PROBLEM: Restate, exactly and without pictures, the lines from the start of the listing below through the line holding "const g = document.querySelector('canvas').getContext('2d');".

STUDY MATERIAL:
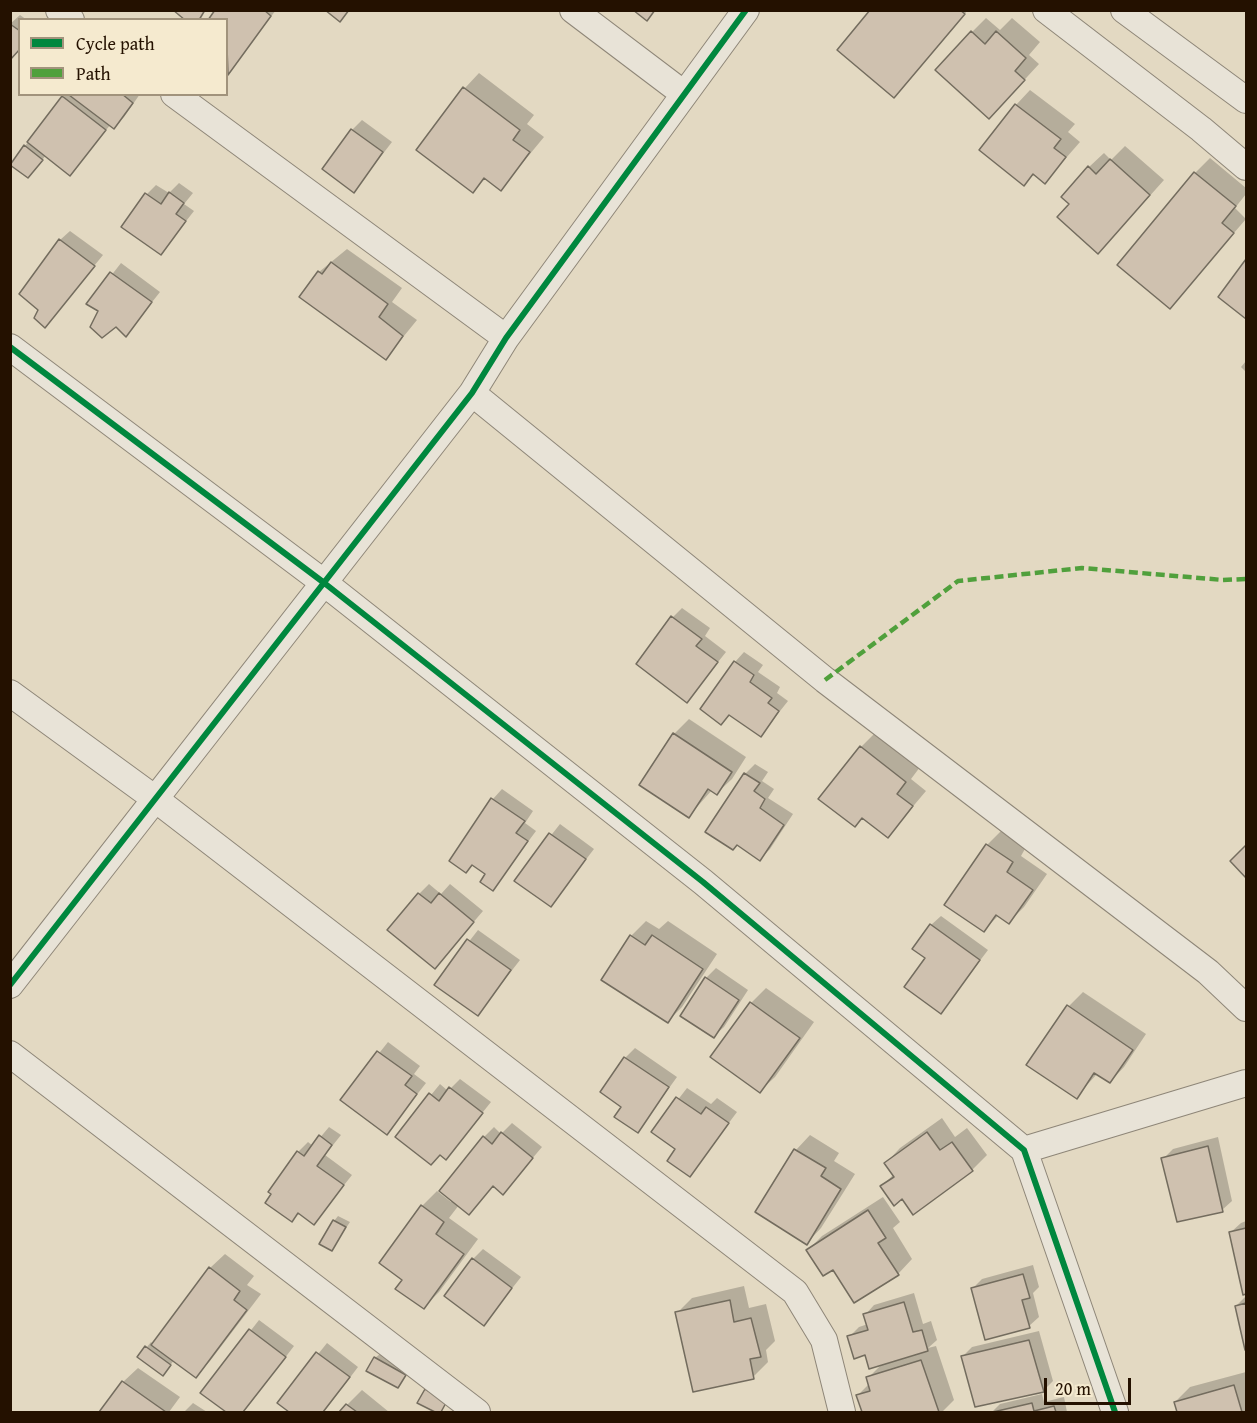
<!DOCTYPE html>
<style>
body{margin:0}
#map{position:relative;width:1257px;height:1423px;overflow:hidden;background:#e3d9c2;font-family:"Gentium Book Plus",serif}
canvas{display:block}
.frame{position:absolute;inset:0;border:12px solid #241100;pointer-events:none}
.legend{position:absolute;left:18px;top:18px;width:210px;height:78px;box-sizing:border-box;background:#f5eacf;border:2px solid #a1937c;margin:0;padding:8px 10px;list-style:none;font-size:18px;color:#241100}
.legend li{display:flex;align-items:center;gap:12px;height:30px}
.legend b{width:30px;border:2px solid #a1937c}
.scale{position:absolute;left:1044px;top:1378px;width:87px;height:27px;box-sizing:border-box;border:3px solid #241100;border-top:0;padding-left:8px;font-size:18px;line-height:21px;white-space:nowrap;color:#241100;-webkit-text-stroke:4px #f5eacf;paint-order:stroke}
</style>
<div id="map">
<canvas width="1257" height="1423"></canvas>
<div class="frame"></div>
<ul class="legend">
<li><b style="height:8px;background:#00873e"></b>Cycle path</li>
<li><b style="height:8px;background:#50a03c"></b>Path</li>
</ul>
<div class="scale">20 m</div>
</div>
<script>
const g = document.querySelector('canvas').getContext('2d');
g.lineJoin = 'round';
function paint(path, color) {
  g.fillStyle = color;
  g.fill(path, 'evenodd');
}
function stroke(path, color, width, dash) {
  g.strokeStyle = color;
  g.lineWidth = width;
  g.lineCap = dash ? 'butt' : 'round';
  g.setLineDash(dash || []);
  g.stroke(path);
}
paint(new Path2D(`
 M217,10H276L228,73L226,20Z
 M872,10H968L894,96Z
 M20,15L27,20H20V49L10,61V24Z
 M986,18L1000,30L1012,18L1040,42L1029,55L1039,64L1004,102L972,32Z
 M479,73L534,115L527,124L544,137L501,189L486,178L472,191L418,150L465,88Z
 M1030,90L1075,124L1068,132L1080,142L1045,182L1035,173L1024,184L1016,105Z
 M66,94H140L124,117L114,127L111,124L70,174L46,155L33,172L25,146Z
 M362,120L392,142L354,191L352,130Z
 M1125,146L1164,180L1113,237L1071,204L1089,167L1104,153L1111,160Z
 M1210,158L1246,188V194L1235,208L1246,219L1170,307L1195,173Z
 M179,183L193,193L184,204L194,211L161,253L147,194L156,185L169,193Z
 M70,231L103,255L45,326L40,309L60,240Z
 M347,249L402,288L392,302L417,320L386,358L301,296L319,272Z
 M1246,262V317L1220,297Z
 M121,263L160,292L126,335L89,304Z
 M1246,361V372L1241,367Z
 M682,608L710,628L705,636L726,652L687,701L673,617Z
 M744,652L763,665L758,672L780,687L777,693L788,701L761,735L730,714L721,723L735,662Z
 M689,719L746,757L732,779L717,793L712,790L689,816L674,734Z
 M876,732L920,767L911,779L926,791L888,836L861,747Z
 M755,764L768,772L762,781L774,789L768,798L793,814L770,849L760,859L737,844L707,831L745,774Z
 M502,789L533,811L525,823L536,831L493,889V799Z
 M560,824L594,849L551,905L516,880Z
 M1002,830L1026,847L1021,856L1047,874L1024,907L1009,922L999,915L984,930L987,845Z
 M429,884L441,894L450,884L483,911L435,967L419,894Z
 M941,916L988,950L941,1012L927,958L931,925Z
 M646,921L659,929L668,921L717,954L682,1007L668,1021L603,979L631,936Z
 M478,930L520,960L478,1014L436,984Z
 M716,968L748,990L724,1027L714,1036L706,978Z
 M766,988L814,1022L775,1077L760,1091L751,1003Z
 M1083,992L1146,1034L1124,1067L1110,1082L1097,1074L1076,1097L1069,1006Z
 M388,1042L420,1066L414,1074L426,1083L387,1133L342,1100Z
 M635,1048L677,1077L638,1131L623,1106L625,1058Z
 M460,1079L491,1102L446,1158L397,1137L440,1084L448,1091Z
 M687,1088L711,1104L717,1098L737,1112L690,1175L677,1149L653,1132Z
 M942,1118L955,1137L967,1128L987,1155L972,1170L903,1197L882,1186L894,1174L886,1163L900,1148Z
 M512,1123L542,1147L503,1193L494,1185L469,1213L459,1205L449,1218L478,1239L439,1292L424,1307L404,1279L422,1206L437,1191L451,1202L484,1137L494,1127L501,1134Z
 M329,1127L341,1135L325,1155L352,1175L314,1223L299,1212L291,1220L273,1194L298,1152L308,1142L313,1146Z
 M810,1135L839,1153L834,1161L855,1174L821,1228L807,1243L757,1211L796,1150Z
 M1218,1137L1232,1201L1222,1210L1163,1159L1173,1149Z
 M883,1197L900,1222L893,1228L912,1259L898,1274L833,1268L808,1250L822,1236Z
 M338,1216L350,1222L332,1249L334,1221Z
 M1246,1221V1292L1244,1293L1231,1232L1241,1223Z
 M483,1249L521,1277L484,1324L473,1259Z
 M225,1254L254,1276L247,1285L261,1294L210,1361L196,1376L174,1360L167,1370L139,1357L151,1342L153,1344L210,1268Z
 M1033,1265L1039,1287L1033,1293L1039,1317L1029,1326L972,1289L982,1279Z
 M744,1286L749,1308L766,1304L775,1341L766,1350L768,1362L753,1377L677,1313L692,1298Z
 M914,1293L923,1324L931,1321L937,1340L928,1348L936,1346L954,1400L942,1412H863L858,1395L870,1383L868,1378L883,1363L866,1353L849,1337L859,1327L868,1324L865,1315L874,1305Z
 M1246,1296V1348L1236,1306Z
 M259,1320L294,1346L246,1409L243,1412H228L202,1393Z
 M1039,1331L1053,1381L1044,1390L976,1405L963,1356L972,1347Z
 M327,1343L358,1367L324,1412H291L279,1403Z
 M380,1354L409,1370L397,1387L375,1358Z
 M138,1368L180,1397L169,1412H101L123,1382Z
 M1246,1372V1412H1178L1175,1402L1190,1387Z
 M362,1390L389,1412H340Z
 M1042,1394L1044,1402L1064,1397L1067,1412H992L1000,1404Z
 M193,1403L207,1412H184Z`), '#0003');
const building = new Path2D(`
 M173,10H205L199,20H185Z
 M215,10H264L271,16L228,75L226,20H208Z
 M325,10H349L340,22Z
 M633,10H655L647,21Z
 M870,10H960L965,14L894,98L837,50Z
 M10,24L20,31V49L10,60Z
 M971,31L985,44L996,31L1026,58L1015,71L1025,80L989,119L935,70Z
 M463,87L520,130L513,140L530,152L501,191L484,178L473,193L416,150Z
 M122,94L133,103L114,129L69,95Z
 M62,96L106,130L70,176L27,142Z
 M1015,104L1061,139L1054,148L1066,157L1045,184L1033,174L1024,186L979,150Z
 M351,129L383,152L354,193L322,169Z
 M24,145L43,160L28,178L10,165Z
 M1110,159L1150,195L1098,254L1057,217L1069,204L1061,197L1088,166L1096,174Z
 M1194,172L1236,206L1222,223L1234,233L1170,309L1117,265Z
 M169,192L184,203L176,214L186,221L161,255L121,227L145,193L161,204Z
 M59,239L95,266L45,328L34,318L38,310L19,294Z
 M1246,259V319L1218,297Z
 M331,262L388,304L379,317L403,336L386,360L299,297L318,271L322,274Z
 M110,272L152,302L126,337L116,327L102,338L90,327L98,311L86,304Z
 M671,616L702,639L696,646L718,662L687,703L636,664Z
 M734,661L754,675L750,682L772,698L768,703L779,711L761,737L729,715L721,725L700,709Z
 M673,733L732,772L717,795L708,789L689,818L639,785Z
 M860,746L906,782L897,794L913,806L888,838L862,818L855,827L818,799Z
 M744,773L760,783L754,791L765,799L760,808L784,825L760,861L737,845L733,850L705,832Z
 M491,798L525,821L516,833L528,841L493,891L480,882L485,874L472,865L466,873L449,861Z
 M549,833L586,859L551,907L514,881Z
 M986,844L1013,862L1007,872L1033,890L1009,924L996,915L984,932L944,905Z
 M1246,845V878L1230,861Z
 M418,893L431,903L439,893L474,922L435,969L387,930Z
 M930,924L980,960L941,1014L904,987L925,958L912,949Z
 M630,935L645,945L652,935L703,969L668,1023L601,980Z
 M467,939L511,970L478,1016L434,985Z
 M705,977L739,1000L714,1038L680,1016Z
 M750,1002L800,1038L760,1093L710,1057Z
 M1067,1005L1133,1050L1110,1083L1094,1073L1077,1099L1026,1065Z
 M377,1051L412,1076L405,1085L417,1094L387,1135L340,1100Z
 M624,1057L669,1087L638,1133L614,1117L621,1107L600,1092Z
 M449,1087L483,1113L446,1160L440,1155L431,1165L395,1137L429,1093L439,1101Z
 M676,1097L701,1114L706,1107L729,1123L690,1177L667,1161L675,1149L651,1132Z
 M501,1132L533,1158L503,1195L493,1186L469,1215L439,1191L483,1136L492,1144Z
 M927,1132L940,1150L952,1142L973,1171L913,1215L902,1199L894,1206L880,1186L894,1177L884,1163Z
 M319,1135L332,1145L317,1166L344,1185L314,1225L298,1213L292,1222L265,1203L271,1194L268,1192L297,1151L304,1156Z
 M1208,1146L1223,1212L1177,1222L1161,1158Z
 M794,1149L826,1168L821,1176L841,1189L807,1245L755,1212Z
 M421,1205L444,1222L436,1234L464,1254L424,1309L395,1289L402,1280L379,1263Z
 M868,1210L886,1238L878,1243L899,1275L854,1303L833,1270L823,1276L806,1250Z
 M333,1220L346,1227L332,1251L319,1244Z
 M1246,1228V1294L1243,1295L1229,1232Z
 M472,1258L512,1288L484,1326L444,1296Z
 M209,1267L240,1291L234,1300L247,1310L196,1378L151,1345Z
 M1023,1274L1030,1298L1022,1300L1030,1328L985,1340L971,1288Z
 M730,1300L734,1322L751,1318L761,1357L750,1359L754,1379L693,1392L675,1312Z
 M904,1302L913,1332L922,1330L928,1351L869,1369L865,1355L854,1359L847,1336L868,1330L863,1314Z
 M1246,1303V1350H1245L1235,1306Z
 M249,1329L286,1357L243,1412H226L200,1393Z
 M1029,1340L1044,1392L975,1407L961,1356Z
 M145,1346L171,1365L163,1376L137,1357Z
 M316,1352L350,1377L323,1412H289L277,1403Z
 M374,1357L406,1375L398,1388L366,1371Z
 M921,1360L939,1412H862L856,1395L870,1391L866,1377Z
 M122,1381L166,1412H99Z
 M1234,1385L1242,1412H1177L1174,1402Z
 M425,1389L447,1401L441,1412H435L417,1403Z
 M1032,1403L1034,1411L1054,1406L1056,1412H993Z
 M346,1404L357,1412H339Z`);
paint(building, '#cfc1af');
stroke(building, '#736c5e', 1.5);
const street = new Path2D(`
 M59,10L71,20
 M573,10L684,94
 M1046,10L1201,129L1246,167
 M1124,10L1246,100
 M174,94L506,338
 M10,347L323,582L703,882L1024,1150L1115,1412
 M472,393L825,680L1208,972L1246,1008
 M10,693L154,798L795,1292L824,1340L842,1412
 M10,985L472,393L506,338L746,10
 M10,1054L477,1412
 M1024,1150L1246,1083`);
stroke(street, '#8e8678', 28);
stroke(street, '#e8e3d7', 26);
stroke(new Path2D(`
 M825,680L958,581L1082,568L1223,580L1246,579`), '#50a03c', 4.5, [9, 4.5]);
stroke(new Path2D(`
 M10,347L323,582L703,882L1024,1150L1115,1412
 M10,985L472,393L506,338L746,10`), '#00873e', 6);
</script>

THE ANSWER:
<!DOCTYPE html>
<style>
body{margin:0}
#map{position:relative;width:1257px;height:1423px;overflow:hidden;background:#e3d9c2;font-family:"Gentium Book Plus",serif}
canvas{display:block}
.frame{position:absolute;inset:0;border:12px solid #241100;pointer-events:none}
.legend{position:absolute;left:18px;top:18px;width:210px;height:78px;box-sizing:border-box;background:#f5eacf;border:2px solid #a1937c;margin:0;padding:8px 10px;list-style:none;font-size:18px;color:#241100}
.legend li{display:flex;align-items:center;gap:12px;height:30px}
.legend b{width:30px;border:2px solid #a1937c}
.scale{position:absolute;left:1044px;top:1378px;width:87px;height:27px;box-sizing:border-box;border:3px solid #241100;border-top:0;padding-left:8px;font-size:18px;line-height:21px;white-space:nowrap;color:#241100;-webkit-text-stroke:4px #f5eacf;paint-order:stroke}
</style>
<div id="map">
<canvas width="1257" height="1423"></canvas>
<div class="frame"></div>
<ul class="legend">
<li><b style="height:8px;background:#00873e"></b>Cycle path</li>
<li><b style="height:8px;background:#50a03c"></b>Path</li>
</ul>
<div class="scale">20 m</div>
</div>
<script>
const g = document.querySelector('canvas').getContext('2d');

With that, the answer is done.